Start of DATA FOR ANALYSIS
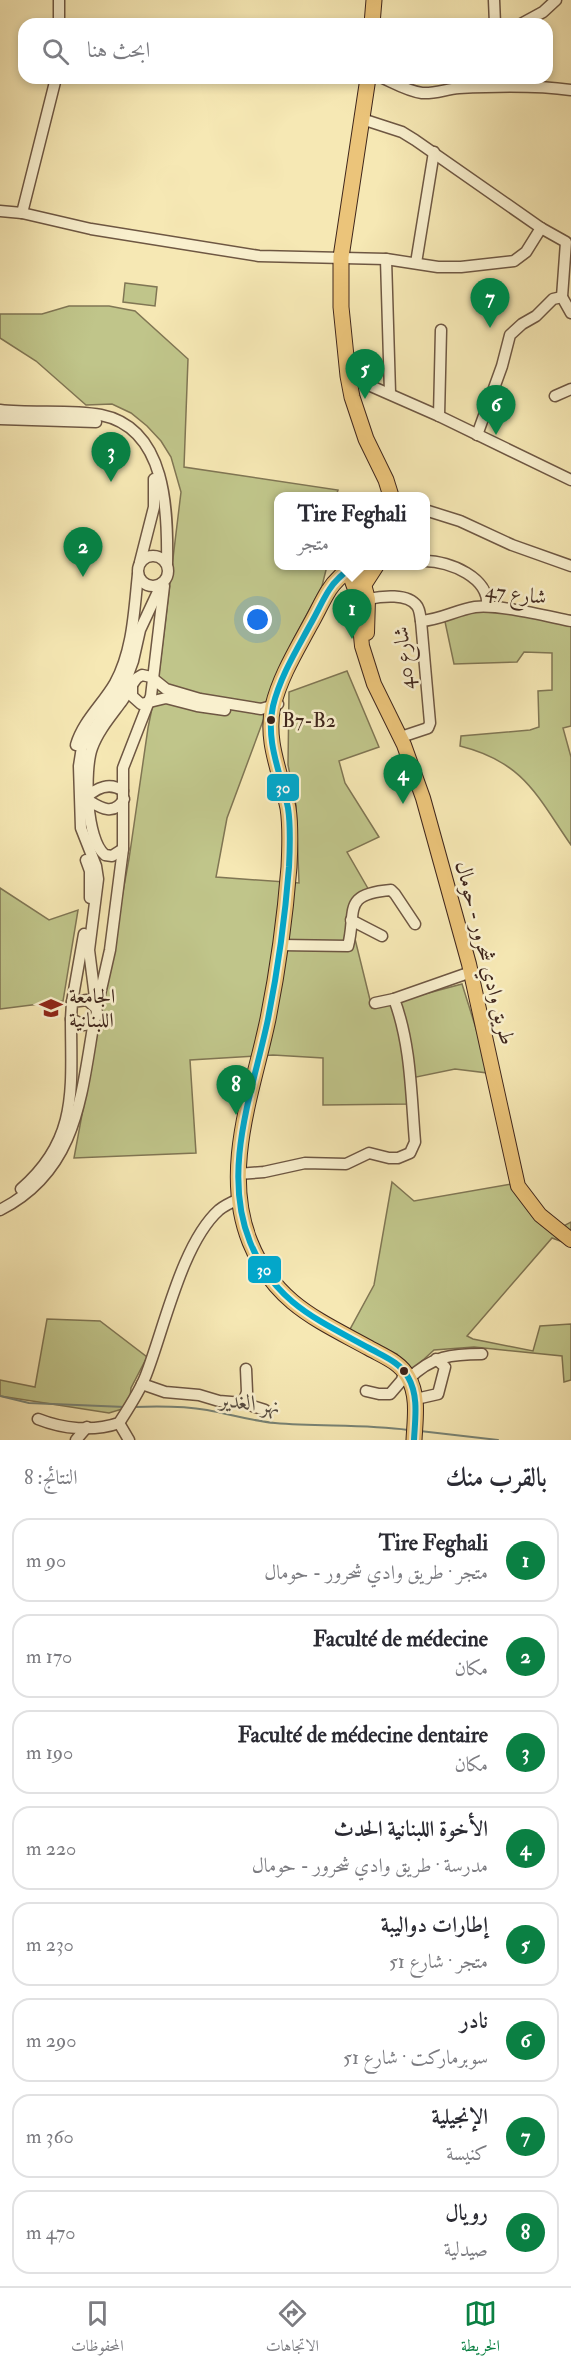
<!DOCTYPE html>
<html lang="ar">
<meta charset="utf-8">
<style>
body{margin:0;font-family:"IM FELL Double Pica",Amiri,serif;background:#f7f7f7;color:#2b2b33;direction:rtl}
.you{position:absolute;left:258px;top:620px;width:21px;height:21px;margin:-15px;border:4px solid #fff;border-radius:50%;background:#1a73e8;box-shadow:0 0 0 9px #1a73e833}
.badge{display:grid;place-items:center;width:39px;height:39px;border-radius:50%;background:#0b8043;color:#fff;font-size:20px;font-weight:700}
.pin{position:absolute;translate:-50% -50px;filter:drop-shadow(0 2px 3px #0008)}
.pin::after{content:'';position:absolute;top:32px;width:21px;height:18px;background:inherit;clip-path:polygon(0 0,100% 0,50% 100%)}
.popup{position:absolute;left:274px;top:492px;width:156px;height:78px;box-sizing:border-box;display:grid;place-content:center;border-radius:12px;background:#fff;filter:drop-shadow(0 2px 4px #0005);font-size:20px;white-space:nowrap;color:#7c7c81}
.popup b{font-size:22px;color:#2b2b33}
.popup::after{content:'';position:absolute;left:50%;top:100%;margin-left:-12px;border:12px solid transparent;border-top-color:#fff}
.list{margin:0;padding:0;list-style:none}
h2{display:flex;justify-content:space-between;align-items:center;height:78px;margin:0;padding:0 24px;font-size:26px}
h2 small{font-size:20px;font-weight:400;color:#7c7c81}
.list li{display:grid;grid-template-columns:39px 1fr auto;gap:18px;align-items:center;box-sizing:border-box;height:84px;margin:0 12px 12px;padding:0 12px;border:2px solid #e1e1e2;border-radius:18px}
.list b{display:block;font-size:22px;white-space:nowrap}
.list p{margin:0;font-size:20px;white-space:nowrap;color:#7c7c81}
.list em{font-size:20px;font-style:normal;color:#7c7c81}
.icon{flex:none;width:33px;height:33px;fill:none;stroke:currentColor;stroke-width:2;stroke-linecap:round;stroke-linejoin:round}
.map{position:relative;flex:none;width:571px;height:1440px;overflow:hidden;direction:ltr}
.search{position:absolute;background:#fff;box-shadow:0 3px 9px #0003;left:18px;right:18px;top:18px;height:66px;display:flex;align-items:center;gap:15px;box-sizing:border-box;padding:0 21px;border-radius:18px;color:#7c7c81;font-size:22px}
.sheet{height:846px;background:#fff}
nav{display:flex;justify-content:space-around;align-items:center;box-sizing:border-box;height:84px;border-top:2px solid #e1e1e2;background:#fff;font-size:16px;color:#7c7c81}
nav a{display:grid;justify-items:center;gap:3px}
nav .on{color:#0b8043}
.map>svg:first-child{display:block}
</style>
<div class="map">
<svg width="571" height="1440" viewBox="0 0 571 1440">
<rect width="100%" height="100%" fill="#f6e8b4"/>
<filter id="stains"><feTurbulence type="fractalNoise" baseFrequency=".00333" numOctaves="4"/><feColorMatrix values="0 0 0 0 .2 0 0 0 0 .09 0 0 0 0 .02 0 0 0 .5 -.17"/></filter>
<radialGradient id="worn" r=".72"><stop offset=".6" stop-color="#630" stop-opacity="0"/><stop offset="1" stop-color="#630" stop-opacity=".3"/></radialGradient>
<!-- green -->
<g fill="#c0c58a" stroke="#807654" stroke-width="1.5">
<path d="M125 283 157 287 155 306 123 302Z"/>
<path d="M69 306H109L135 311 188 359 184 467 338 490 336 496H278V566H327L322 586 293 640 227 818 216 877 299 883 296 805 288 765 289 692 347 671 379 747 339 761 345 783 379 837 347 852 370 892 357 896 355 939 372 1008 462 984 479 1038 488 1073 455 1069 411 1078 409 1104 323 1105V1058L273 1055 190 1060 196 1153 74 1158 129 859 148 728 159 674 181 492 171 457 161 441 147 426 131 413 112 404 86 405 36 361 0 338V314H42Z"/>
<path d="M486 603 571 624V726L563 728 571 757V845C537 796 524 762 460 746L461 736 530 730 539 727 538 691 552 690V653L524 652 517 662 454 664 444 617Z"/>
<path d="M0 888 49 920 78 910 63 1001 0 1009Z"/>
<path d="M392 1182 414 1201 523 1182 533 1200 560 1228 571 1222V1245L552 1238 467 1336 473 1339 533 1351 540 1326 571 1324V1380L564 1382 562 1356 474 1347 434 1350 409 1373 397 1354 348 1333 374 1285Z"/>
<path d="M47 1319 100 1321 147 1357 131 1388 129 1407 109 1413 0 1396V1380L35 1387Z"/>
</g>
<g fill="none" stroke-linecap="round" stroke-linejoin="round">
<!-- stream -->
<g stroke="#788375" stroke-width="2">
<path d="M0 1396 29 1403 125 1407"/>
<path d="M134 1407C159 1406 183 1406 207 1410 230 1414 252 1421 275 1423 319 1427 364 1424 408 1430"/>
<path d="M420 1431 498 1440"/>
</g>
<!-- minor casing -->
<g stroke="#6e5743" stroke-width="13">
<g id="minor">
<path d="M59 0V24"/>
<path d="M494 0 495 24"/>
<path d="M521 24 543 12 556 0"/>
<path d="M383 78C396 84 408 91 422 93 435 94 446 89 459 88 496 86 535 85 571 90"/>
<path d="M362 119 402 132 415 140 541 228 566 242 562 297 571 313"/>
<path d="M0 211 22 213 91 229 259 256 386 259 438 267H461L514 261 526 252 541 228"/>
<path d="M22 213 56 78"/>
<path d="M386 259 390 393"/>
<path d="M416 263 434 152"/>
<path d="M348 376 439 416 571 480"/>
<path d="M555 396 571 389"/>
<path d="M0 410C33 414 68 409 101 415 167 428 168 512 167 564"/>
<path d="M439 416 441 330"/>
<path d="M0 419 96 422"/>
<path d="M477 435 502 366 510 335 522 324 536 316 553 299 562 297"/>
<path d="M425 510 460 521 512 545 571 566"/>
<circle cx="153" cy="571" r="15"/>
<path d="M425 561C450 561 490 578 487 606"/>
<path d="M140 562 154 507V479"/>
<path d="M368 599C382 596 408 593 417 606 420 610 420 616 421 621L430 723 428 728 401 737"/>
<path d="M421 621C440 620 456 610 475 607 498 604 546 616 571 621"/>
<path d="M132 686V696L141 704 166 698 197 706 225 710"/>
<path d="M76 745C83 721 103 704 115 683 133 650 134 611 138 574"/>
<path d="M86 798C97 787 110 782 123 791"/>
<path d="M86 799C98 806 113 818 124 799"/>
<path d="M123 849 112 856 105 855C86 840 84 770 92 748 98 731 111 716 122 701 127 694 131 685 137 678L142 675 151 677 166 689 200 699 261 709 278 704"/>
<path d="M86 860 90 871V898"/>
<path d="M351 920 382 936"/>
<path d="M281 945 348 946C357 911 341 894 391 890L395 894 415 924"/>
<path d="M72 1002 84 934"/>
<path d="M98 1003 110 950 123 849V768L151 696 164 586"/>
<path d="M375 1003 394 999"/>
<path d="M96 1008 87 1000 72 1002 71 1019 84 1025 89 1024 94 1021 97 1013 89 950 98 879 96 866 81 828 79 766 82 747 126 680 133 661 140 630 162 583"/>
<path d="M238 1174 264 1172 305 1163 346 1164 369 1153 389 1158H398L410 1153 415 1142C411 1094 411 1044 394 999L471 972"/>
<path d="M21 1189C79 1139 71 1088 71 1019"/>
<path d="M0 1210C77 1171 81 1097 94 1021"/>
<path d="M409 1379C431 1356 453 1354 482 1354"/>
<path d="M142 1384 165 1392 199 1395 219 1401 243 1403 265 1410"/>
<path d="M366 1391 379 1394H390L402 1380 404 1371"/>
<path d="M416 1399 438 1394 445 1367 436 1359"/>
<path d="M243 1403 247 1392 246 1369"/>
<path d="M38 1419C63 1429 93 1432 119 1423 128 1409 140 1391 146 1375 164 1329 182 1243 219 1210 225 1205 232 1202 239 1199"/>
<path d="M119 1423 129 1440"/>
<path d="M76 1440 87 1427"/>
</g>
</g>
<!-- major casing -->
<g stroke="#40271d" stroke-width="16">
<g id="major">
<path d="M359 566 368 599 367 633"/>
<path d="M348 570 357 595 362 646 374 684 404 745 423 798 469 964 518 1186 540 1215 571 1240"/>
</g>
</g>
<!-- highway casing -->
<g stroke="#40271d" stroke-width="17">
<g id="highway">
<path d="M372 24 374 0"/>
<path d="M368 78 341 257V307L348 376 352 397 366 439 386 480 391 496"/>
<path d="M353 566C344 573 335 580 329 590 322 601 317 613 310 625 296 651 280 677 273 706 265 742 281 773 288 808 291 827 290 847 289 867 285 918 278 969 268 1019 253 1091 221 1170 250 1242 274 1302 316 1319 369 1348 383 1356 400 1362 408 1377 419 1396 415 1419 414 1440"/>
<path d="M365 583 376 566"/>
</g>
</g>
<!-- minor -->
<use href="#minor" stroke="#f9f0ce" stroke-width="10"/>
<!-- major -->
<use href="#major" stroke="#ebc47a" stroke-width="14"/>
<!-- highway -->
<use href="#highway" stroke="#ebc47a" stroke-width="15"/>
<!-- bus-1 casing -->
<g stroke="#f9f0ce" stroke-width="10">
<path id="bus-1" d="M353 566C344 573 335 580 329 590 322 601 317 613 310 625 296 651 280 677 273 706 265 742 281 773 288 808 291 827 290 847 289 867 285 918 278 969 268 1019 253 1091 221 1170 250 1242 274 1302 316 1319 369 1348 383 1356 400 1362 408 1377 419 1396 415 1419 414 1440"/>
</g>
<!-- bus-1 -->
<use href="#bus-1" stroke="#00a9ce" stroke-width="6"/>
</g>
<!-- icons -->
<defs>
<g id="university-bare" transform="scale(1.8)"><path d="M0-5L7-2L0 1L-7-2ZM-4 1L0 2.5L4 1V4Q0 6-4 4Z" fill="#8f2418" stroke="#f9f0ce" stroke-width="2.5" paint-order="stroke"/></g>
</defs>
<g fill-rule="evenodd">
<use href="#university-bare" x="51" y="1008"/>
</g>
<!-- markers -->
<g fill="#40271d" stroke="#f9f0ce" stroke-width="2">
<circle cx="271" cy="720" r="5"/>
<circle cx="404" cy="1371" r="5"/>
</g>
<g text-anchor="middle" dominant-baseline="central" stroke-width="5" stroke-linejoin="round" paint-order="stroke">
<!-- bus labels -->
<g font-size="20" fill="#40271d" stroke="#f9f0ce" text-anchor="start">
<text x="282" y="720">B7-B2</text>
</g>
<!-- street labels -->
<g font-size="21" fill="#40271d" stroke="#f9f0ce">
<text transform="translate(516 594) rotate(7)">شارع 47</text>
<text transform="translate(404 658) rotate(-96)">شارع 40</text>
<text transform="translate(485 953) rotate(76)">طريق وادي شحرور - حومال</text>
</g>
<!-- poi labels -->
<g font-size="21" fill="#40271d" stroke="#f9f0ce" text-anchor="start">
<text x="69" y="996">الجامعة<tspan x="69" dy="24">اللبنانية</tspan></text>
</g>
<!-- water labels -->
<g font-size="22" font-style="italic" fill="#574d42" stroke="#f9f0ce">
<text transform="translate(250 1403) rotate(7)">نهر الغدير</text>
</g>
</g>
<g stroke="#f9f0ce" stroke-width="2">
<rect x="266" y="773" width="34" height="29" rx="6" fill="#00a9ce"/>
<rect x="247" y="1255" width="35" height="29" rx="6" fill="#00a9ce"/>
</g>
<g font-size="16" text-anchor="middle" font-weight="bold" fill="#fff">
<text x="283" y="793">30</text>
<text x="264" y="1275">30</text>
</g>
<rect width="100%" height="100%" filter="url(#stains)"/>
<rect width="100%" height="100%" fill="url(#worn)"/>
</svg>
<div class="you"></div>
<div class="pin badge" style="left:352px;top:639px">1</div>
<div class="popup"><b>Tire Feghali</b>متجر</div>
<div class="pin badge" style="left:83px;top:577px">2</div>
<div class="pin badge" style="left:111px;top:482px">3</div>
<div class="pin badge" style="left:403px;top:804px">4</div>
<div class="pin badge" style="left:365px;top:399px">5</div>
<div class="pin badge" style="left:496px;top:435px">6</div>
<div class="pin badge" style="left:490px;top:328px">7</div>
<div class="pin badge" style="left:236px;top:1115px">8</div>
<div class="search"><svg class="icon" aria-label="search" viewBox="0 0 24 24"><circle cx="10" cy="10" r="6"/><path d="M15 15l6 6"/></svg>ابحث هنا</div>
</div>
<section class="sheet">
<h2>بالقرب منك<small>النتائج: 8</small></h2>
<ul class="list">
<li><span class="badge">1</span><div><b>Tire Feghali</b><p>متجر · طريق وادي شحرور - حومال</p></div><em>90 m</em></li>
<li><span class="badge">2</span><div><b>Faculté de médecine</b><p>مكان</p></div><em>170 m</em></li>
<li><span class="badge">3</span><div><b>Faculté de médecine dentaire</b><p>مكان</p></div><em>190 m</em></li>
<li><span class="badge">4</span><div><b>الأخوة اللبنانية الحدث</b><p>مدرسة · طريق وادي شحرور - حومال</p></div><em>220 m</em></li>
<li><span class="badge">5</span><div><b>إطارات دواليبة</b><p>متجر · شارع 51</p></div><em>230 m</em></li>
<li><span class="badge">6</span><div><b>نادر</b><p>سوبرماركت · شارع 51</p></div><em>290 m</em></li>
<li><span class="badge">7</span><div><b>الإنجيلية</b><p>كنيسة</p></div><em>360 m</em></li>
<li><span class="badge">8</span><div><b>رويال</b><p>صيدلية</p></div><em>470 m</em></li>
</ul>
</section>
<nav>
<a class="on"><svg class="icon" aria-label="map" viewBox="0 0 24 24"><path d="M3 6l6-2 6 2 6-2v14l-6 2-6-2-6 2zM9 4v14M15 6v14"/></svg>الخريطة</a>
<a><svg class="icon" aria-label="directions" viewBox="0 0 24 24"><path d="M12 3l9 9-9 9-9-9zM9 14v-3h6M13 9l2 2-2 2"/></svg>الاتجاهات</a>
<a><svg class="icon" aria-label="saved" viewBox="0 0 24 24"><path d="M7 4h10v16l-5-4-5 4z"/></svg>المحفوظات</a>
</nav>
End of DATA FOR ANALYSIS
YOUR INSTRUCTIONS: Gather from the records above every line containing the string "linecap".

ANSWER TO THE EXERCISE:
.icon{flex:none;width:33px;height:33px;fill:none;stroke:currentColor;stroke-width:2;stroke-linecap:round;stroke-linejoin:round}
<g fill="none" stroke-linecap="round" stroke-linejoin="round">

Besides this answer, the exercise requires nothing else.